START RECORDS FOR THE TASK

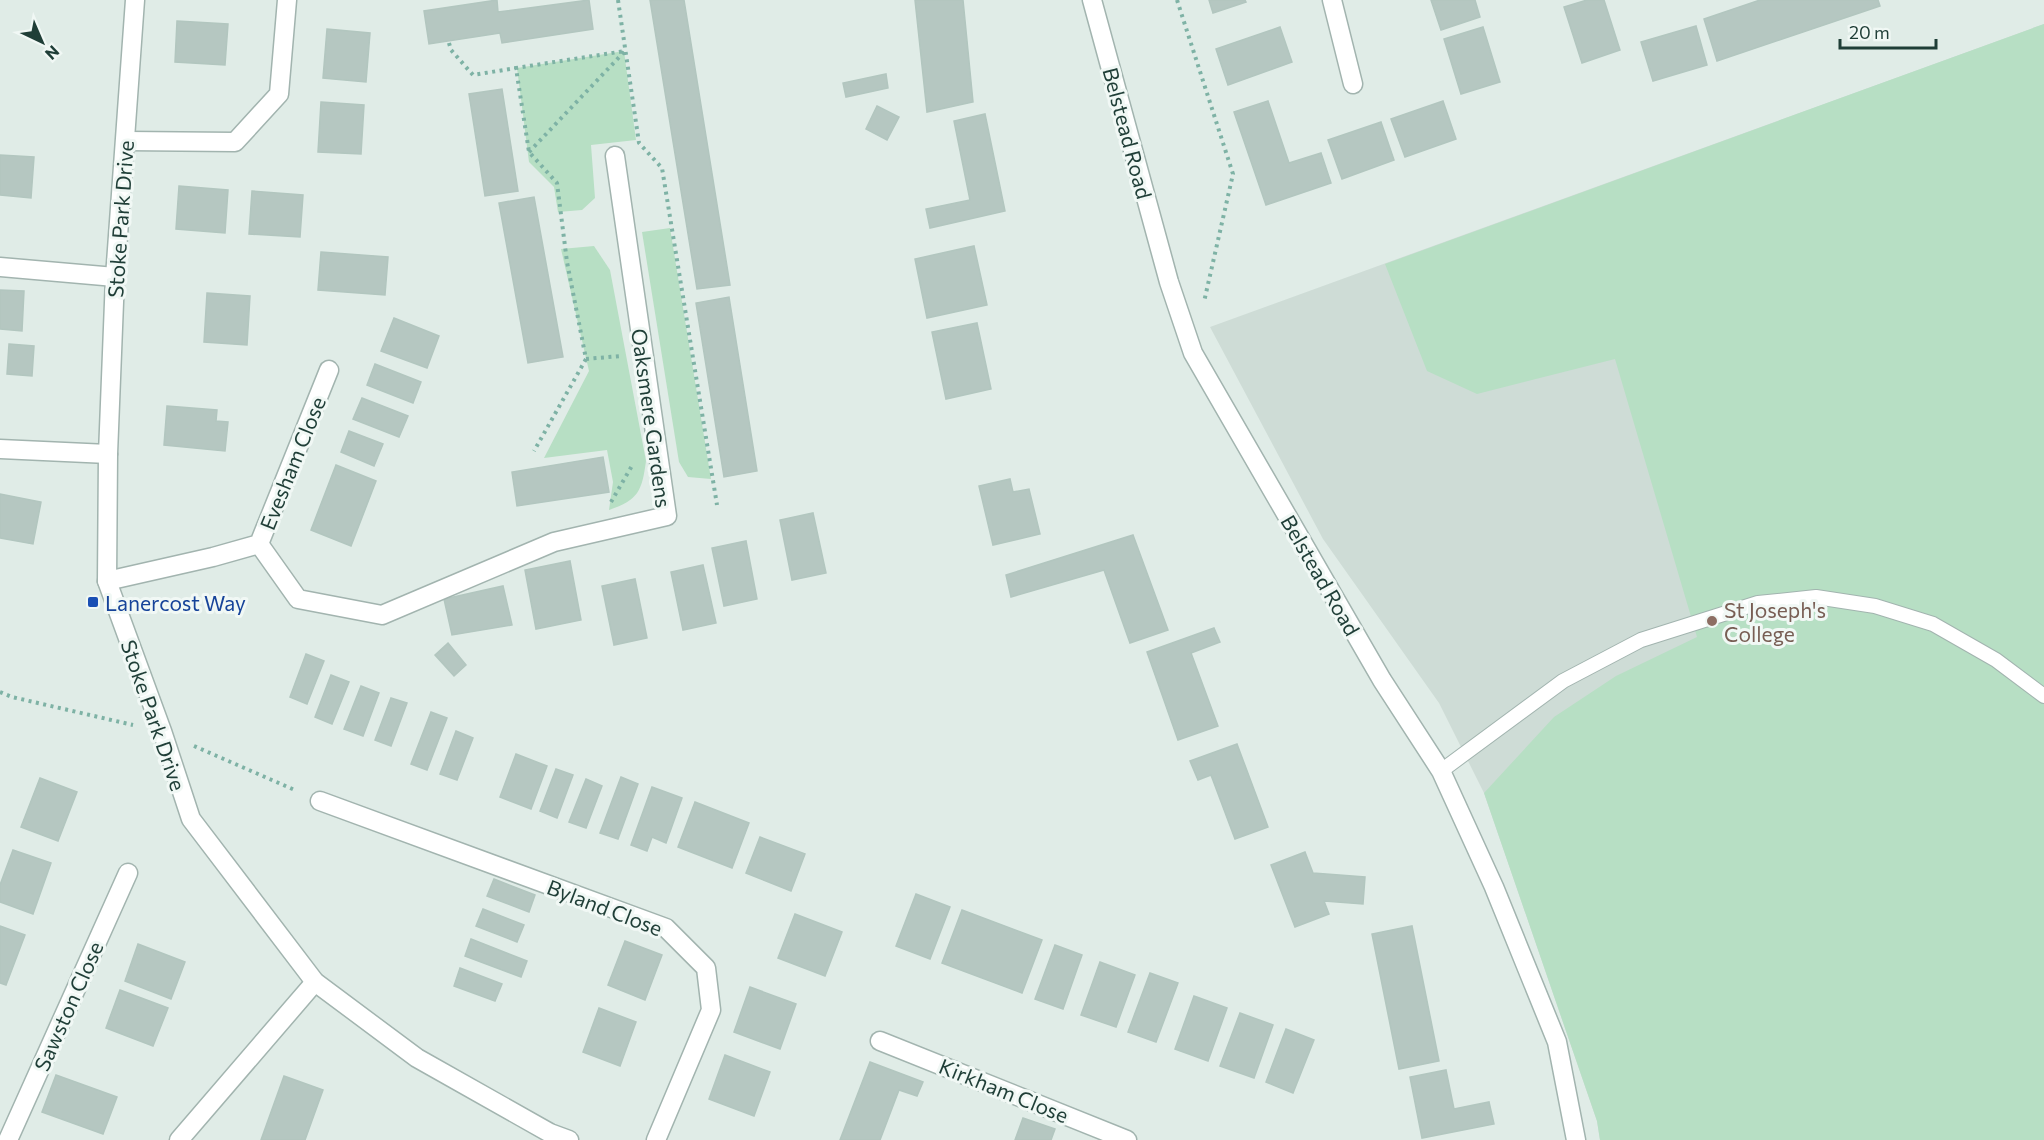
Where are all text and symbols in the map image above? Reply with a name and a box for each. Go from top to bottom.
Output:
north arrow [12,12,72,72]
scale bar [1840,12,1936,50]
text: 20 m [1849,21,1890,43]
text: N [42,42,64,64]
street label: Belstead Road [1098,64,1158,202]
street label: Stoke Park Drive [102,139,138,299]
street label: Oaksmere Gardens [627,327,677,509]
street label: Evesham Close [254,393,330,533]
street label: Belstead Road [1276,510,1366,640]
place label: Lanercost Way [105,590,246,615]
marker: Lanercost Way [86,595,100,609]
place label: St Joseph's College [1724,597,1826,646]
marker: St Joseph's College [1705,614,1719,628]
street label: Stoke Park Drive [116,636,192,794]
street label: Byland Close [544,874,666,940]
street label: Sawston Close [28,937,108,1075]
street label: Kirkham Close [936,1053,1072,1127]

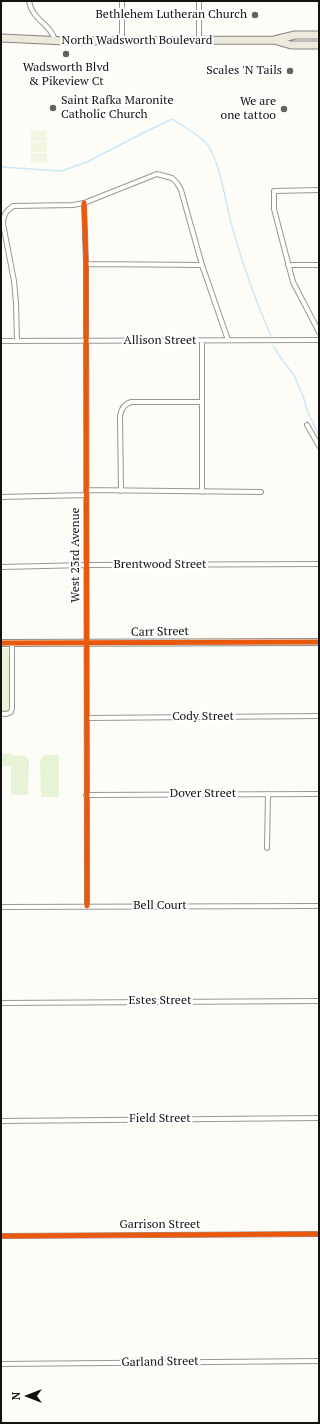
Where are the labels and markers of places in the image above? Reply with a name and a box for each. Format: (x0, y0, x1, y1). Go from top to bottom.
place label: Bethlehem Lutheran Church (95, 8, 247, 22)
marker: Bethlehem Lutheran Church (250, 10, 260, 20)
marker: Wadsworth Blvd & Pikeview Ct (61, 49, 71, 59)
place label: Wadsworth Blvd & Pikeview Ct (23, 61, 109, 89)
place label: Scales 'N Tails (206, 64, 282, 78)
marker: Scales 'N Tails (285, 66, 295, 76)
place label: Saint Rafka Maronite Catholic Church (61, 94, 174, 122)
place label: We are one tattoo (221, 95, 276, 123)
marker: Saint Rafka Maronite Catholic Church (48, 103, 58, 113)
marker: We are one tattoo (279, 104, 289, 114)

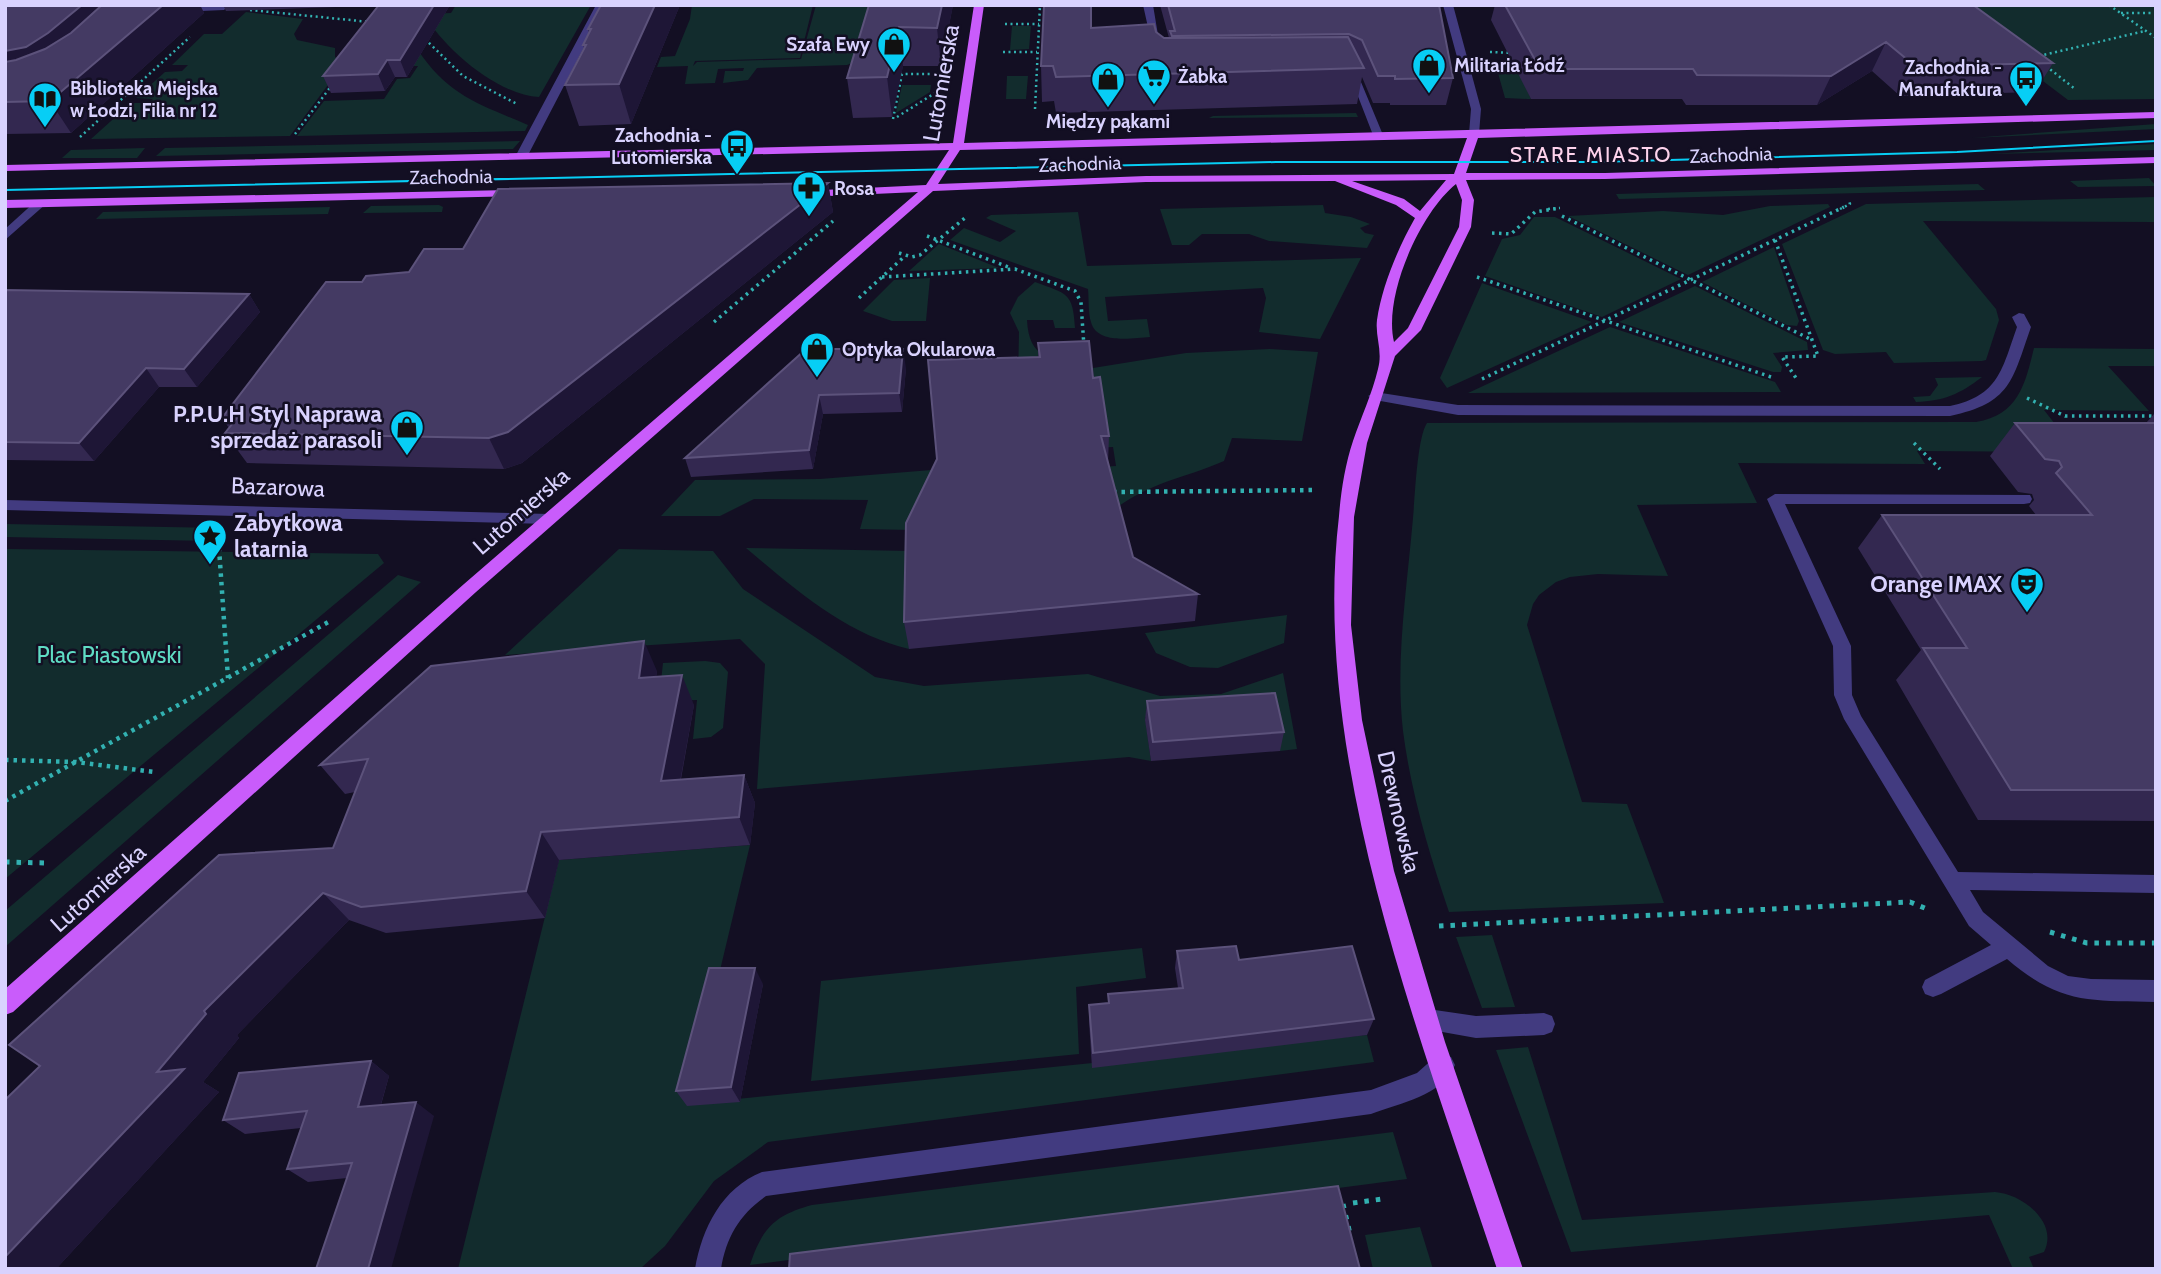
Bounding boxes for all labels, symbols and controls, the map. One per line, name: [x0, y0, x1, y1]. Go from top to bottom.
street label: Lutomierska: [917, 22, 965, 144]
shop icon: Szafa Ewy: [875, 25, 913, 74]
place label: Szafa Ewy: [786, 33, 871, 56]
shop icon: Militaria Łódź: [1410, 46, 1448, 95]
place label: Militaria Łódź: [1454, 54, 1564, 77]
place label: Zachodnia - Manufaktura: [1898, 56, 2003, 101]
supermarket icon: Żabka: [1135, 57, 1173, 106]
bus stop icon: Zachodnia - Manufaktura: [2007, 59, 2045, 108]
shop icon: Między pąkami: [1089, 60, 1127, 109]
place label: Żabka: [1178, 65, 1228, 88]
place label: Biblioteka Miejska w Łodzi, Filia nr 12: [70, 77, 218, 122]
library icon: Biblioteka Miejska w Łodzi, Filia nr 12: [26, 80, 64, 129]
place label: Między pąkami: [1046, 110, 1170, 133]
place label: Zachodnia - Lutomierska: [611, 124, 713, 169]
bus stop icon: Zachodnia - Lutomierska: [718, 127, 756, 176]
district label: STARE MIASTO: [1510, 142, 1672, 167]
street label: Zachodnia: [1689, 142, 1773, 168]
street label: Zachodnia: [1038, 151, 1122, 177]
street label: Zachodnia: [409, 165, 493, 189]
pharmacy icon: Rosa: [790, 169, 828, 218]
place label: Rosa: [834, 177, 874, 200]
shop icon: Optyka Okularowa: [798, 330, 836, 379]
place label: Optyka Okularowa: [842, 338, 996, 361]
place label: P.P.U.H Styl Naprawa sprzedaż parasoli: [173, 400, 383, 454]
shop icon: P.P.U.H Styl Naprawa sprzedaż parasoli: [388, 408, 426, 457]
street label: Lutomierska: [467, 462, 575, 560]
street label: Bazarowa: [231, 471, 325, 503]
place label: Zabytkowa latarnia: [234, 509, 343, 563]
place icon: Zabytkowa latarnia: [191, 517, 229, 566]
theatre icon: Orange IMAX: [2008, 565, 2046, 614]
place label: Orange IMAX: [1870, 570, 2003, 598]
park label: Plac Piastowski: [36, 641, 182, 669]
street label: Drewnowska: [1371, 748, 1427, 876]
street label: Lutomierska: [45, 838, 151, 938]

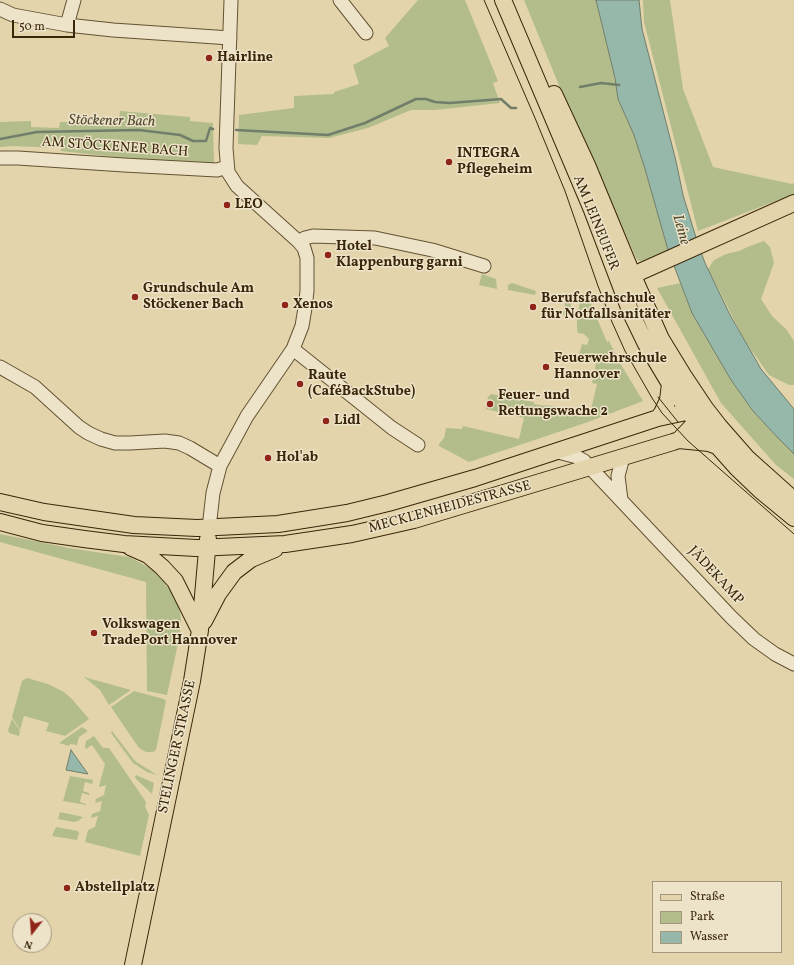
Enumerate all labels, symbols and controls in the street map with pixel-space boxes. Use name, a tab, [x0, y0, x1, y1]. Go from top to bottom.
scale bar	[14, 12, 77, 38]
text: 50 m	[19, 19, 45, 35]
place label: Hairline	[217, 50, 273, 66]
marker: Hairline	[204, 53, 214, 63]
water label: Stöckener Bach	[68, 112, 156, 132]
street label: AM STÖCKENER BACH	[41, 134, 189, 162]
place label: INTEGRA Pflegeheim	[457, 146, 533, 178]
marker: INTEGRA Pflegeheim	[444, 157, 454, 167]
street label: AM LEINEUFER	[568, 173, 622, 273]
place label: LEO	[235, 197, 263, 213]
marker: LEO	[222, 200, 232, 210]
water label: Leine	[667, 213, 693, 247]
place label: Hotel Klappenburg garni	[336, 239, 463, 272]
marker: Hotel Klappenburg garni	[323, 250, 333, 260]
place label: Grundschule Am Stöckener Bach	[143, 281, 254, 314]
place label: Berufsfachschule für Notfallsanitäter	[541, 291, 671, 324]
marker: Grundschule Am Stöckener Bach	[130, 292, 140, 302]
place label: Xenos	[293, 297, 333, 313]
marker: Xenos	[280, 300, 290, 310]
marker: Berufsfachschule für Notfallsanitäter	[528, 302, 538, 312]
place label: Feuerwehrschule Hannover	[554, 351, 667, 384]
marker: Feuerwehrschule Hannover	[541, 362, 551, 372]
place label: Raute (CaféBackStube)	[308, 368, 415, 400]
marker: Raute (CaféBackStube)	[295, 379, 305, 389]
place label: Feuer- und Rettungswache 2	[498, 388, 608, 420]
marker: Feuer- und Rettungswache 2	[485, 399, 495, 409]
place label: Lidl	[334, 413, 360, 429]
marker: Lidl	[321, 416, 331, 426]
place label: Hol'ab	[276, 450, 318, 466]
marker: Hol'ab	[263, 453, 273, 463]
street label: MECKLENHEIDESTRASSE	[367, 478, 533, 538]
street label: JÄDEKAMP	[684, 543, 746, 609]
place label: Volkswagen TradePort Hannover	[102, 617, 237, 650]
marker: Volkswagen TradePort Hannover	[89, 628, 99, 638]
street label: STELINGER STRASSE	[156, 679, 200, 815]
place label: Abstellplatz	[75, 880, 155, 896]
legend	[652, 881, 782, 953]
marker: Abstellplatz	[62, 883, 72, 893]
text: Straße	[690, 889, 725, 905]
text: Park	[690, 909, 715, 925]
north arrow	[12, 913, 52, 953]
text: Wasser	[690, 929, 728, 945]
text: N	[23, 936, 35, 952]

END RECORDS FOR THE TASK

=== GOAL OF THE EXERCISE ===
All lines of the records containing "name" should be shown.

=== YOUR SOLUTION ===
Where are all text and symbols in the map image above? Reply with a name and a box for each. Go from top to bottom.
Where are the labels and markers of places in the image above? Reply with a name and a box for each. Format: (x0, y0, x1, y1). Go from top to bottom.
Bounding boxes for all labels, symbols and controls, the map. One per line, name: [x0, y0, x1, y1]. Go from top to bottom.
Enumerate all labels, symbols and controls in the street map with pixel-space boxes. Use name, a tab, [x0, y0, x1, y1]. Go from top to bottom.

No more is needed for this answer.